Pocos éramos los asalariados asistentes a aquella asamblea, siendo los más burgueses (ciudadanos de la clase media, como lo define la Academia) y éstos llevaban allí la dirección y la voz, ya que aquella reunión no vino a ser otra cosa que una prolongación del Consejo General, una sanción de sus planes. Puede asegurarse que toda la sustancia de aquella Conferencia se redujo a afirmar el predominio de un hombre allí presente, Carlos Marx, contra el que se supuso pretendía ejercer otro, Miguel Bakunin, ausente. Para llevar adelante el propósito había un capítulo de cargos contra Bakunin y la Alianza de la Democracia Socialista, apoyado en documentos, declaraciones y hechos de cuya verdad y autentic1dad no pudo convencerse nadie...

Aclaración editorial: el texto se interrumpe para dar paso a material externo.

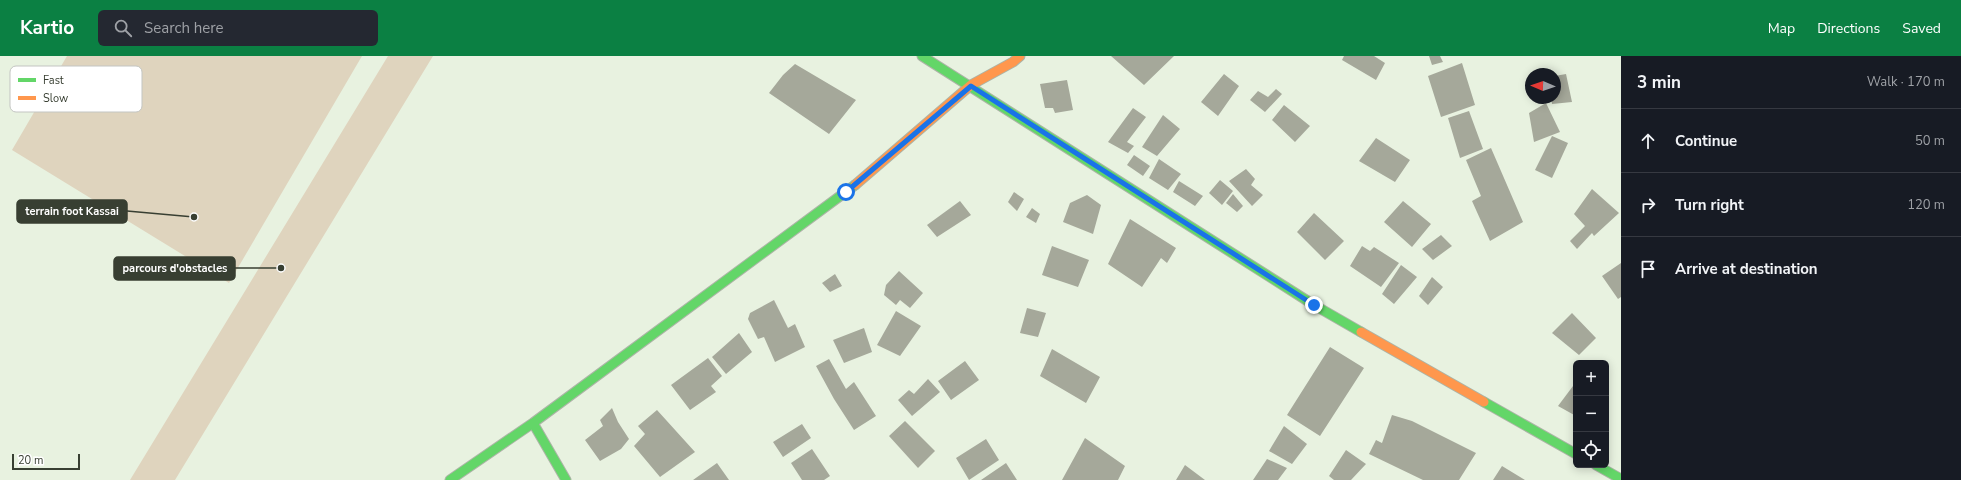 <!DOCTYPE html>
<html lang="en">
<head>
<meta charset="utf-8">
<style>
  :root { --surface:#171b24; --page:#242831; --text:#f1f3f6; --muted:#9ea1a6; --line:#363941; --accent:#0b8043 }
  body { margin:0; font-family:"Nunito Sans",sans-serif; background:var(--page); color:var(--text) }
  .controls { position:absolute; right:12px; bottom:12px; display:grid; overflow:hidden; border-radius:6px; box-shadow:0 2px 10px #0003 }
  .controls button { width:36px; height:36px; display:grid; place-items:center; padding:0; border:0; border-bottom:1px solid var(--line); background:var(--surface); color:var(--text); font:20px sans-serif }
  .compass { position:absolute; left:1525px; top:12px; width:36px; height:36px; border-radius:50%; background:var(--surface); box-shadow:0 2px 10px #0003; rotate:272deg }
  .scale { position:absolute; left:12px; bottom:10px; width:68px; box-sizing:border-box; padding-left:4px; border:2px solid #383f32; border-top:0; font-size:11px; line-height:14px; white-space:nowrap; color:#383f32; -webkit-text-stroke:3px #fff; paint-order:stroke }
  .stop { position:absolute; width:12px; height:12px; margin:-9px; border:3px solid #1a73e8; border-radius:50%; background:#fff }
  .stop.end { background:#1a73e8; border-color:#fff; box-shadow:0 1px 4px #0008 }
  .list { margin:0; padding:0; list-style:none }
  h2 { display:flex; justify-content:space-between; align-items:center; height:52px; margin:0; padding:0 16px; font-size:17px }
  h2 small { font-size:13px; font-weight:400; color:var(--muted) }
  .list li { display:grid; grid-template-columns:26px 1fr auto; gap:12px; align-items:center; box-sizing:border-box; height:64px; padding:0 16px; border-top:1px solid var(--line) }
  .list b { display:block; font-size:15px; white-space:nowrap }
  .list em { font-size:13px; font-style:normal; color:var(--muted) }
  .icon { flex:none; width:22px; height:22px; fill:none; stroke:currentColor; stroke-width:2; stroke-linecap:round; stroke-linejoin:round }
  .map { position:relative; flex:none; width:1621px; height:424px; overflow:hidden }
  header { display:flex; align-items:center; gap:24px; box-sizing:border-box; height:56px; padding:0 20px; background:var(--accent); color:#fff }
  header strong { font-size:19px }
  nav { display:flex; gap:22px; margin-inline-start:auto; font-size:14px }
  .search { width:280px; height:36px; background:var(--page); display:flex; align-items:center; gap:10px; box-sizing:border-box; padding:0 14px; border-radius:6px; color:var(--muted); font-size:15px }
  main { display:flex }
  aside { flex:1; background:var(--surface) }
  .map>svg:first-child { display:block }
  .green { fill:#dfd4be }
  .building { fill:#a5a89a }
  .lines { fill:none; stroke-linecap:round; stroke-linejoin:round }
  .fast-casing { stroke:#acb4a6; stroke-width:11 }
  .slow-casing { stroke:#acb4a6; stroke-width:11 }
  .fast { stroke:#63d668; stroke-width:9 }
  .slow { stroke:#ff974d; stroke-width:9 }
  .route { stroke:#1a73e8; stroke-width:5 }
  .key { fill:#fff; stroke:#c3c5c2; stroke-width:1 }
  .key-label { font-size:11px; fill:#383f32 }
  .leader { fill:none; stroke:#383f32; stroke-width:1.5 }
  .callout-dot { fill:#383f32; stroke:#fff; stroke-width:1.5 }
  .callout { fill:#383f32; stroke:#383f32; stroke-width:1.5 }
  .callout-label { font-size:11px; text-anchor:middle; font-weight:bold; fill:#fff }
</style>
</head>
<body>
<header>
<strong>Kartio</strong>
<div class="search"><svg class="icon" aria-label="search" viewBox="0 0 24 24"><circle cx="10" cy="10" r="6"/><path d="M15 15l6 6"/></svg>Search here</div>
<nav><a>Map</a><a>Directions</a><a>Saved</a></nav>
</header>
<main>
<div class="map">
<svg width="1621" height="424" viewBox="0 0 1621 424">
  <rect width="100%" height="100%" fill="#e8f2e0"/>
  <path class="green" d="M67,0H362L229,227L12,94Z
    M388,0H433L175,424H130Z"/>
  <path class="building" d="M1111,0H1174L1144,29Z
    M1344,0H1374L1385,7L1376,24L1342,4Z
    M1429,0H1440L1443,6L1432,9Z
    M1462,7L1475,49L1441,61L1428,20Z
    M795,8L856,44L829,78L769,37L783,19Z
    M1224,18L1239,30L1218,60L1201,46Z
    M1566,18L1572,46L1552,48L1551,42H1555V20Z
    M1067,24L1073,54L1055,57L1053,52H1045L1040,28Z
    M1276,33L1282,38L1265,56L1250,44L1258,35L1268,41Z
    M1546,47L1560,76L1534,86L1529,57Z
    M1284,49L1310,70L1295,86L1272,64Z
    M1133,52L1146,61L1127,86L1134,90L1128,97L1108,86Z
    M1469,55L1483,93L1460,102L1448,62Z
    M1163,59L1180,73L1157,100L1142,91Z
    M1552,80L1568,87L1552,122L1535,114Z
    M1376,82L1410,104L1395,126L1359,105Z
    M1491,92L1523,166L1490,185L1472,145L1481,140L1466,104Z
    M1134,99L1150,110L1143,120L1127,109Z
    M1159,103L1181,118L1168,134L1149,122Z
    M1246,113L1255,123L1251,129L1263,139L1252,150L1229,125Z
    M1220,124L1233,135L1222,149L1209,137Z
    M1179,125L1203,140L1195,150L1173,136Z
    M1592,133L1619,157L1594,180L1592,177L1577,193L1570,185L1585,170L1574,158Z
    M1014,136L1024,143L1017,155L1008,146Z
    M1233,138L1243,150L1237,156L1226,147Z
    M1087,139L1101,149L1093,178L1063,166L1070,147Z
    M960,145L971,159L937,181L927,169Z
    M1403,145L1431,168L1412,191L1384,166Z
    M1032,152L1040,158L1036,167L1026,161Z
    M1314,157L1344,185L1325,204L1297,176Z
    M1130,163L1176,192L1167,207L1161,202L1142,231L1108,208Z
    M1441,179L1452,190L1433,204L1422,193Z
    M1052,190L1089,204L1078,231L1042,219Z
    M1362,190L1370,195L1374,191L1399,207L1381,231L1350,210Z
    M1621,207V241L1618,243L1602,220Z
    M1401,209L1417,221L1394,248L1382,238Z
    M899,215L923,237L910,252L900,244L896,249L884,239L886,229Z
    M835,218L842,230L830,236L822,227Z
    M1432,221L1443,231L1428,249L1419,240Z
    M774,244L788,272L795,268L805,291L775,306L764,281L758,283L748,263L750,257Z
    M1027,252L1046,257L1038,281L1020,277Z
    M896,255L921,270L900,300L877,289Z
    M1572,257L1596,282L1579,299L1552,277Z
    M864,272L872,296L844,307L833,284Z
    M739,277L752,296L726,318L712,301Z
    M1330,291L1364,312L1320,380L1287,359Z
    M1052,293L1100,321L1086,347L1040,320Z
    M708,302L722,320L711,330L716,336L690,354L671,329Z
    M829,303L846,333L854,326L876,360L854,374L834,343L816,310Z
    M965,305L979,324L951,344L938,325Z
    M928,323L940,336L912,360L898,344L909,334L914,338Z
    M1576,326V360L1558,350Z
    M612,352L618,366L629,383L621,393L600,405L585,384L603,370L600,364Z
    M657,354L695,396L660,421L634,390L645,378L638,370Z
    M1392,359L1412,365L1476,397L1459,424H1423L1369,398L1376,384L1382,387Z
    M905,365L935,395L918,412L889,380Z
    M802,368L811,382L783,401L773,386Z
    M1284,370L1307,388L1292,408L1269,395Z
    M1085,382L1125,410L1118,424H1062Z
    M986,383L999,404L969,424L956,402Z
    M812,393L830,420L824,424H802L791,407Z
    M1346,394L1366,408L1351,424H1334L1329,420Z
    M1267,403L1287,412L1278,424H1253Z
    M717,407L729,424H693Z
    M1006,407L1017,424H981Z
    M1185,409L1205,424H1176Z
    M1502,410L1525,424H1493Z"/>
  <g class="lines">
    <g class="fast-casing">
      <path id="fast" d="M922,0L1314,249L1361,276
        M1484,346L1576,398
        M533,367L566,424
        M1596,409L1621,423
        M450,424L533,367L855,129"/>
    </g>
    <g class="slow-casing">
      <path id="slow" d="M855,129L971,29L1013,6L1020,0
        M1361,276L1484,346"/>
    </g>
    <use href="#fast" class="fast"/>
    <use href="#slow" class="slow"/>
  </g>
  <g class="lines">
    <path class="route" d="M846,136L971,30L1314,249"/>
  </g>
  <rect x="10" y="10" width="132" height="46" rx="6" class="key"/>
  <rect x="18" y="22" width="18" height="4" fill="#63d668"/>
  <rect x="18" y="40" width="18" height="4" fill="#ff974d"/>
  <g class="key-label">
    <text x="43" y="28">Fast</text>
    <text x="43" y="46">Slow</text>
  </g>
  <path class="leader" d="M194 161L127 155M281 212L235 212"/>
  <g class="callout-dot">
    <circle cx="194" cy="161" r="4"/>
    <circle cx="281" cy="212" r="4"/>
  </g>
  <g class="callout">
    <rect x="17" y="144" width="110" height="23" rx="4"/>
    <rect x="114" y="201" width="121" height="23" rx="4"/>
  </g>
  <g class="callout-label">
    <text x="72" y="159">terrain foot Kassai</text>
    <text x="175" y="216">parcours d'obstacles</text>
  </g>
</svg>
<div class="controls">
<button>+</button>
<button>−</button>
<button><svg class="icon" aria-label="locate" viewBox="0 0 24 24"><circle cx="12" cy="12" r="6"/><path d="M12 2v4M12 18v4M2 12h4M18 12h4"/></svg></button>
</div>
<svg class="compass" viewBox="-18 -18 36 36"><path d="M0-13l5 13h-10z" fill="#e53935"/><path d="M0 13l5-13h-10z" fill="#9ea1a6"/></svg>
<div class="scale">20 m</div>
<div class="stop" style="left:846px;top:136px"></div>
<div class="stop end" style="left:1314px;top:249px"></div>
</div>
<aside>
<h2>3 min<small>Walk · 170 m</small></h2>
<ul class="list">
<li><svg class="icon" aria-label="ahead" viewBox="0 0 24 24"><path d="M12 20V5M6 11l6-6 6 6"/></svg><div><b>Continue</b></div><em>50 m</em></li>
<li><svg class="icon" aria-label="right" viewBox="0 0 24 24"><path d="M7 20v-9h11M14 6l5 5-5 5"/></svg><div><b>Turn right</b></div><em>120 m</em></li>
<li><svg class="icon" aria-label="arrive" viewBox="0 0 24 24"><path d="M6 21V4h12l-3 4 3 4H6"/></svg><div><b>Arrive at destination</b></div></li>
</ul>
</aside>
</main>
</body>
</html>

Asistí una noche en casa de Marx a una reunión encargada de dictaminar sobre el asunto de la Alianza y allí vi a aquel hombre descender del pedestal en que mi admiración y respeto le había colocado, hasta el nivel más vulgar y después varios de sus partidarios se rebajaron mucho más aún, ejerciendo la adulación como si fueran viles cortesanos delante de su señor. Lo único en carácter, lo genuinamente obrero, lo puramente emancipador, tuve yo el alto honor de presentarlo a aquella Conferencia: la Memoria sobre organización formulada por la Conferencia de Valencia. Trabajo perdido: el Consejo General y la mayoría de los delegados no estaban para eso: lo que les preocupaba sobre todo era la cuestión de jefatura. Ya no era cuestión de sostener una fuerza revolucionaria y darle una organización, y sostener una línea de conducta estrictamente encaminada a su objeto, sino de poner una gran reunión de hombres al servicio de un jefe.

Terminada la Conferencia, se celebró un lunch de despedida en que abundaron las lamentaciones acerca de la persecución sanguinaria contra la Comuna, y en que algunos delegados hicieron el gasto de frases y profecías usados en tales actos, y yo mismo, instado por algunos que consideraban un español como fenómeno raro, tuve que intervenir en aquella exposición de lugares comunes, pero con desagrado, expresándome en español, dejando a Engels el cuidado de traducir mis palabras al inglés y al francés, que los circunstantes de cada idioma aplaudieron cuando les tocó el turno. Me volví a España poseído de la idea de que el ideal estaba más lejos de lo que había creído, y de que muchos de sus propagandistas eran sus enemigos”.